Table 1: Imaging characteristics of the common differential diagnoses
Differentials Potential site of origin Imaging characteristics
Inflammatory myofibroblastic tumor Can occur anywhere T1/T2 hypointense areas due to fibrous components
Heterogenous enhancement
No blooming on the GRE
GCT of the tendon sheath Common in extremities, along the tendon or tendon sheath, especially in the fingers along the volar aspect Lobulated lesion with pressure erosions
T1/T2 hypointense areas (hemosiderin)
Blooming on GRE sequences
Enhancement is common
Tendon sheath fibroma Along the tendon sheath in the fingers and hand, along the flexor aspect T1/T2 hypointense
No blooming on the GRE
No or minimal enhancement
Neurogenic tumors Common along the flexor aspect in the extremities Along the course of a nerve with an entry and exit nerve (rat tail sign)
T2 hyperintense, T1 hypo-isointense
Intense enhancement
Cystic areas are common
Nodular fascitis Trunk, head-neck, and lower limbs T1 isointense, T2 hyperintense
Few hypointense areas (high collagenous/fibrous content)
Enhancement is common

The route for USG-guided percutaneous biopsy should avoid the uninvolved anatomical compartments, elude the potential site for surgical incision, while protecting the neurovascular bundles. For lesions in the posterior ankle, such as in our case, a posterolateral approach is recommended (lateral to the Achilles tendon and medial to the peroneal tendons), directed anteriorly into the Kager’s fat pad. This route avoids the standard posterior midline Achilles splitting or posteromedial incision used typically for tumor resection.[7] The biopsy tract is kept within the tissue, which can be excised along with the primary tumor, minimizing the risk for tumor seeding outside the resection field. Furthermore, the posterior tibial and the sural nerve are spared when done correctly. The sample should be collected from the non-necrotic areas, which show enhancement or diffusion restriction. These sites ensure maximum yield for histopathological examination.

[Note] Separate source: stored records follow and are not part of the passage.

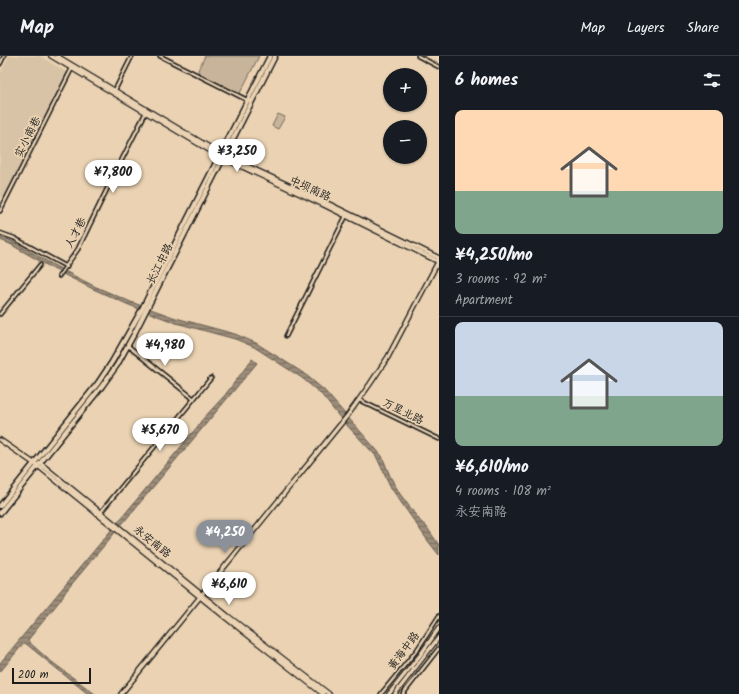 <!DOCTYPE html>
<html lang="en">
<head>
<meta charset="utf-8">
<style>
  :root { --surface:#171b24; --page:#242831; --text:#f1f3f6; --muted:#9ea1a6; --line:#363941; --accent:#8c9099 }
  body { margin:0; font-family:Kalam,"LXGW WenKai TC",sans-serif; background:var(--page); color:var(--text); height:100vh; display:flex; flex-direction:column; font-size:15px; white-space:nowrap }
  * { box-sizing:border-box; margin:0 }
  p { font-size:13px; color:var(--muted) }
  .icon { flex:none; width:22px; height:22px; fill:none; stroke:currentColor; stroke-width:2; stroke-linecap:round; stroke-linejoin:round }
  .map { position:relative; flex:1; overflow:hidden }
  .side { display:flex; flex-direction:column; background:var(--surface); width:300px }
  .side>* { flex:none }
  .controls { position:absolute; left:383px; top:12px; display:grid; gap:8px }
  .controls a { display:grid; place-items:center; width:44px; height:44px; border-radius:50%; background:var(--surface); box-shadow:0 1px 3px #0004; font-size:20px }
  .scale { position:absolute; left:12px; bottom:10px; width:79px; box-sizing:border-box; padding-left:4px; border:2px solid #1c1c1c; border-top:0; font-size:11px; line-height:14px; white-space:nowrap; color:#1c1c1c; -webkit-text-stroke:3px #ead2b2; paint-order:stroke }
  .price { position:absolute; translate:-50% -34px; padding:0 9px; border-radius:14px; background:#fff; color:#222; font-size:13px; line-height:26px; filter:drop-shadow(0 1px 2px #0008) }
  .price::after { content:''; position:absolute; left:50%; top:24px; width:12px; height:9px; margin-left:-6px; background:inherit; clip-path:polygon(0 0,100% 0,50% 100%) }
  .price.on { background:var(--accent); color:#fff }
  ul { padding:0; list-style:none }
  li { display:grid; align-content:center; gap:8px; height:212px; padding:0 16px }
  li+li { border-top:1px solid var(--line) }
  li span { display:grid; place-items:center; height:124px; border-radius:8px; color:#555 }
  li>.icon { margin-inline-start:auto }
  span .icon { width:72px; height:72px; fill:#fffc; stroke-width:1 }
  li b { font-size:17px }
  h2 { display:flex; justify-content:space-between; align-items:center; height:48px; padding:0 16px; font-size:17px }
  header { display:flex; align-items:center; gap:24px; box-sizing:border-box; height:56px; padding:0 20px; background:var(--surface); border-bottom:1px solid var(--line) }
  header strong { font-size:19px }
  nav { display:flex; gap:22px; margin-inline-start:auto; font-size:14px }
  main { display:flex; flex:1; min-height:0 }
  .map>svg:first-child { display:block }
  .built { fill:#d9c3a6 }
  .green { fill:#c8b49a; stroke:#72685b }
  .water { fill:url(#water-rules); stroke:#685f54 }
  .lines { fill:none; stroke-linecap:round; stroke-linejoin:round }
  .minor-casing { stroke:#1c1c1c; stroke-width:5.5 }
  .tertiary-casing { stroke:#1c1c1c; stroke-width:6 }
  .secondary-casing { stroke:#1c1c1c; stroke-width:6 }
  .primary-casing { stroke:#1c1c1c; stroke-width:7 }
  .minor { stroke:#ead2b2; stroke-width:2.5 }
  .tertiary { stroke:#ead2b2; stroke-width:3.5 }
  .secondary { stroke:#ead2b2; stroke-width:3.5 }
  .primary { stroke:#ead2b2; stroke-width:4 }
  .labels { text-anchor:middle; dominant-baseline:central; stroke-width:3.5; stroke-linejoin:round; paint-order:stroke }
  .street-label { font-size:11px; fill:#1c1c1c; stroke:#ead2b2 }
</style>
</head>
<body>
<header>
<strong>Map</strong>
<nav><a>Map</a><a>Layers</a><a>Share</a></nav>
</header>
<main>
<div class="map">
<svg width="439" height="638" viewBox="0 0 439 638">
  <defs>
    <pattern id="water-rules" width="6" height="5" patternUnits="userSpaceOnUse"><rect width="6" height="5" fill="#9b8c79"/><path d="M0 2.5h6" fill="none" stroke="#7e7262"/></pattern>
  </defs>
  <rect width="100%" height="100%" fill="#ead2b2"/>
  <filter id="ink" filterUnits="userSpaceOnUse"><feTurbulence type="fractalNoise" baseFrequency=".025" numOctaves="2"/><feDisplacementMap in="SourceGraphic" scale="8" xChannelSelector="R" yChannelSelector="G"/><feConvolveMatrix kernelMatrix="1 2 1 2 8 2 1 2 1" color-interpolation-filters="sRGB"/></filter>
  <g filter="url(#ink)">
    <path class="built" d="M9 0H40L66 16 67 18 5 144 0 141V18Z"/>
    <path class="green" d="M205 0H259L240 37H237L199 18 198 14Z
      M278 58 285 61 278 73 272 70Z"/>
    <path class="water" d="M0 180 12 185 57 211 94 230 131 246 176 262 235 278 256 287 305 318 324 334 382 400 390 420 400 438 421 466 426 470 439 489V499L428 485 391 432 376 400 341 363 321 338 302 322 254 291 235 283 176 267 129 249 93 233 55 214 10 188 0 184Z
      M252 303 257 307 66 535 62 542 28 584 29 586 48 603 95 638H88L25 587 23 588 0 616V607L184 387C189 379 197 373 201 365L225 339Z"/>
    <g class="lines">
      <g class="minor-casing">
        <path id="minor" d="M160 0 251 46
          M418 0 439 11
          M0 8 4 0
          M115 34 132 0
          M0 155 71 14
          M0 177 14 182 67 211
          M59 220 78 193 110 127 146 56
          M0 258 40 209
          M286 280 346 160
          M128 290 194 343
          M359 344 439 383
          M100 457 211 322
          M381 638 417 594 439 560
          M403 638 439 592"/>
      </g>
      <g class="tertiary-casing">
        <path id="tertiary" d="M0 384 38 410 226 562 323 638
          M40 407 228 560 329 638
          M121 638 348 359 370 328 388 301 439 204
          M389 638 421 598 439 572
          M395 638 439 581"/>
      </g>
      <g class="secondary-casing">
        <path id="secondary" d="M51 0 219 100 324 149 439 206
          M57 0 221 98 325 146 439 202"/>
      </g>
      <g class="primary-casing">
        <path id="primary" d="M0 450 98 327 112 306 141 255 270 0
          M0 457 102 330 117 309 134 278 275 0"/>
      </g>
      <use href="#minor" class="minor"/>
      <use href="#tertiary" class="tertiary"/>
      <use href="#secondary" class="secondary"/>
      <use href="#primary" class="primary"/>
    </g>
  </g>
  <g class="labels">
    <g class="street-label">
      <text transform="translate(28 81) rotate(-63)">实小南巷</text>
      <text transform="translate(310 133) rotate(25)">中坝南路</text>
      <text transform="translate(76 177) rotate(-63)">人才巷</text>
      <text transform="translate(160 208) rotate(-63)">长江中路</text>
      <text transform="translate(403 356) rotate(26)">万星北路</text>
      <text transform="translate(152 486) rotate(39)">永安南路</text>
      <text transform="translate(404 595) rotate(-53)">黄海中路</text>
    </g>
  </g>
</svg>
<div class="controls">
<a>+</a>
<a>−</a>
</div>
<div class="scale">200 m</div>
<b class="price" style="left:237px;top:117px">¥3,250</b>
<b class="price" style="left:113px;top:138px">¥7,800</b>
<b class="price" style="left:165px;top:311px">¥4,980</b>
<b class="price" style="left:160px;top:396px">¥5,670</b>
<b class="price on" style="left:225px;top:498px">¥4,250</b>
<b class="price" style="left:229px;top:550px">¥6,610</b>
</div>
<section class="side">
<h2>6 homes<svg class="icon" aria-label="filters" viewBox="0 0 24 24"><path d="M4 7h16M4 17h16"/><circle cx="9" cy="7" r="2"/><circle cx="15" cy="17" r="2"/></svg></h2>
<ul>
<li><span style="background:linear-gradient(#ffd9b3 65%,#7fa58c 0)"><svg class="icon" aria-label="home" viewBox="0 0 24 24"><path d="M3 11l9-7 9 7M6 9v11h12V9"/></svg></span><div><b>¥4,250/mo</b><p>3 rooms · 92 m²</p><p>Apartment</p></div></li>
<li><span style="background:linear-gradient(#c9d6e8 60%,#7fa58c 0)"><svg class="icon" aria-label="home" viewBox="0 0 24 24"><path d="M3 11l9-7 9 7M6 9v11h12V9"/></svg></span><div><b>¥6,610/mo</b><p>4 rooms · 108 m²</p><p>永安南路</p></div></li>
</ul>
</section>
</main>
</body>
</html>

The treatment includes surgical excision of the lesion, especially in symptomatic patients. There are chances of recurrence. These tumors also respond to steroid therapy, thus implying the inflammatory nature of the lesion. Molecular therapy (Crizotinib) may have a role in the management by targeting the ALK gene.[3]

CONCLUSION

Inflammatory myofibroblastic tumors (IMFT) are borderline neoplasms with varied imaging characteristics. They are heterogenously hypoechoic on ultrasound with vascularity on colour Doppler. They are hypodense to the muscle on CT and hypointense on both T1 and T2 sequences. The common differential diagnoses are tendon sheath GCT and neurogenic tumors.

Ethical approval:

Institutional Review Board approval is not required.

Declaration of patient consent:

The authors certify that they have obtained all appropriate patient consent.

Conflicts of interest:

There are no conflicts of interest.

Use of artificial intelligence (AI)-assisted technology for manuscript preparation:

The authors confirm that there was no use of artificial intelligence (AI)-assisted technology for assisting in the writing or editing of the manuscript, and no images were manipulated using AI.

Financial support and sponsorship: Nil.